On Friday, January 17, 19 PNWU student doctors visited Barge-Lincoln Elementary School’s second grade classrooms, connecting with the youth of Yakima in an effort to promote health and higher education, and to introduce the osteopathic profession to a new generation of lifelong learners. The presentation was part two of a three-part module titled “A Healthy Body,” which is hosted by PNWU’s Student Osteopathic Medical Association (SOMA) Chapter Club.
Bright-eyed and energetic, the second graders appeared overjoyed to see the medical students, eagerly recalling the club’s previous visit and vocally reflecting memories of the first modules sugar demonstration and physical fitness activity stations.
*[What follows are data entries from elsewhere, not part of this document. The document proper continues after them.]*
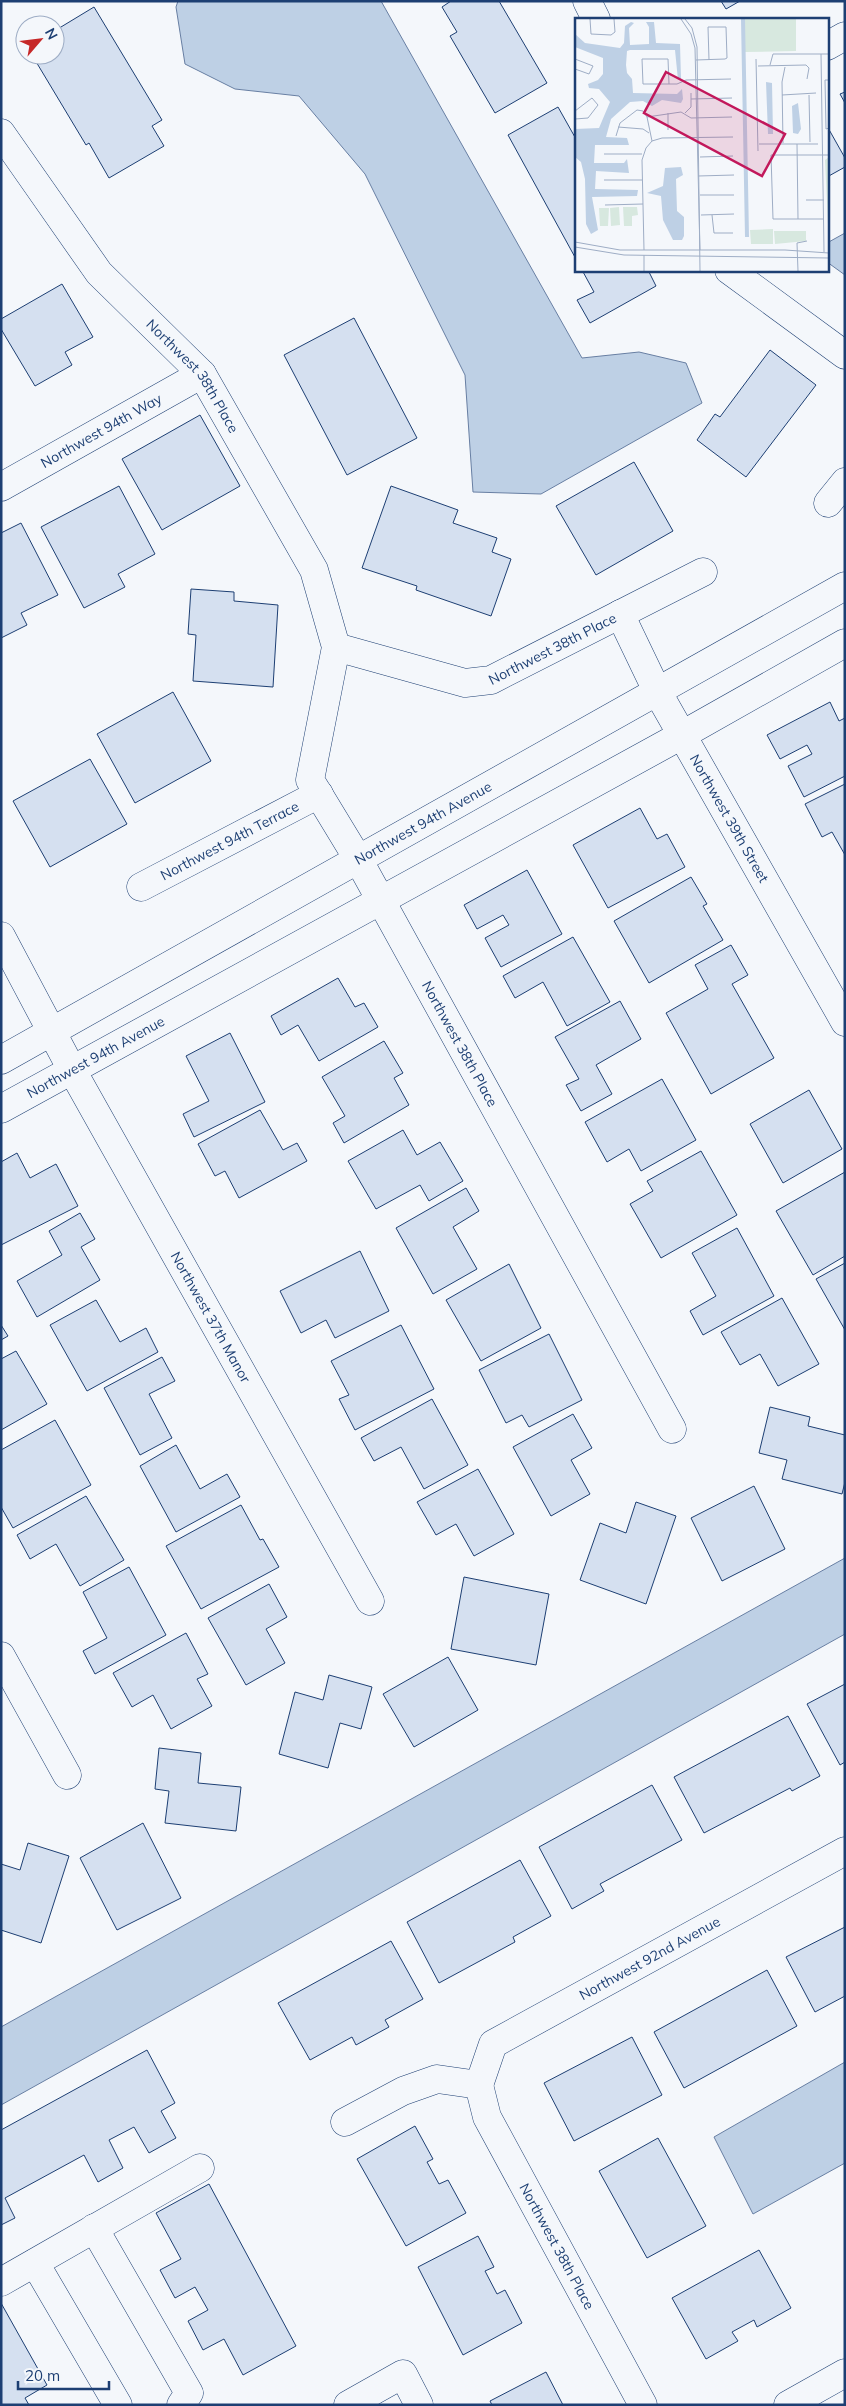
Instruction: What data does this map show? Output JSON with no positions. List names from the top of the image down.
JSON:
{
  "streets": {
    "street": [
      "Northwest 38th Place",
      "Northwest 94th Way",
      "Northwest 39th Street",
      "Northwest 94th Avenue",
      "Northwest 94th Terrace",
      "Northwest 37th Manor",
      "Northwest 92nd Avenue"
    ]
  },
  "crossings": [
    ["Northwest 38th Place", "Northwest 94th Way"],
    ["Northwest 38th Place", "Northwest 39th Street"],
    ["Northwest 38th Place", "Northwest 94th Avenue"],
    ["Northwest 38th Place", "Northwest 94th Terrace"],
    ["Northwest 38th Place", "Northwest 92nd Avenue"],
    ["Northwest 39th Street", "Northwest 94th Avenue"],
    ["Northwest 94th Avenue", "Northwest 37th Manor"]
  ],
  "scale_bar": "20 m",
  "north": "top right"
}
This time around, the focus was on the health of the second graders’ minds.
Barge-Lincoln students were encouraged to discuss activities that they perform to keep their minds healthy, including “reading stories” and “getting help with math.” Encouraging the great dialogue, PNWU medical students reinforced those strategies with a game of “Simon Says” and a reading of “I Want to Be a Doctor! A Day At Medical School.” The activities tested the listening skills of the students, which were soon put on full display as second graders gasped upon hearing their city named in the children’s book.
For a final activity, PNWU student doctors demonstrated the use of what third-year medical student Angie Maxon described as one of their very favorite tools: the pen light.
“There is nothing quite like watching a pupil’s reaction to light."
“There is nothing quite like watching a pupil’s reaction to light,” Maxson said with a wink.
The club plans to visit Barge-Lincoln later this semester to perform their third module, “The Healthy Spirit,” before welcoming Barge-Lincoln’s second graders to PNWU for Mini Med School 2020.
“As always, we had a blast interacting with Barge-Lincoln, their staff and, of course, their students,” Maxson said. “SOMA PNWU Chapter Club could not be more excited about this relationship and feel that we are accomplishing our mission. Again, we want to thank those that have made this program a success, including its creators, prior leaders and attendants, and last week’s volunteers.”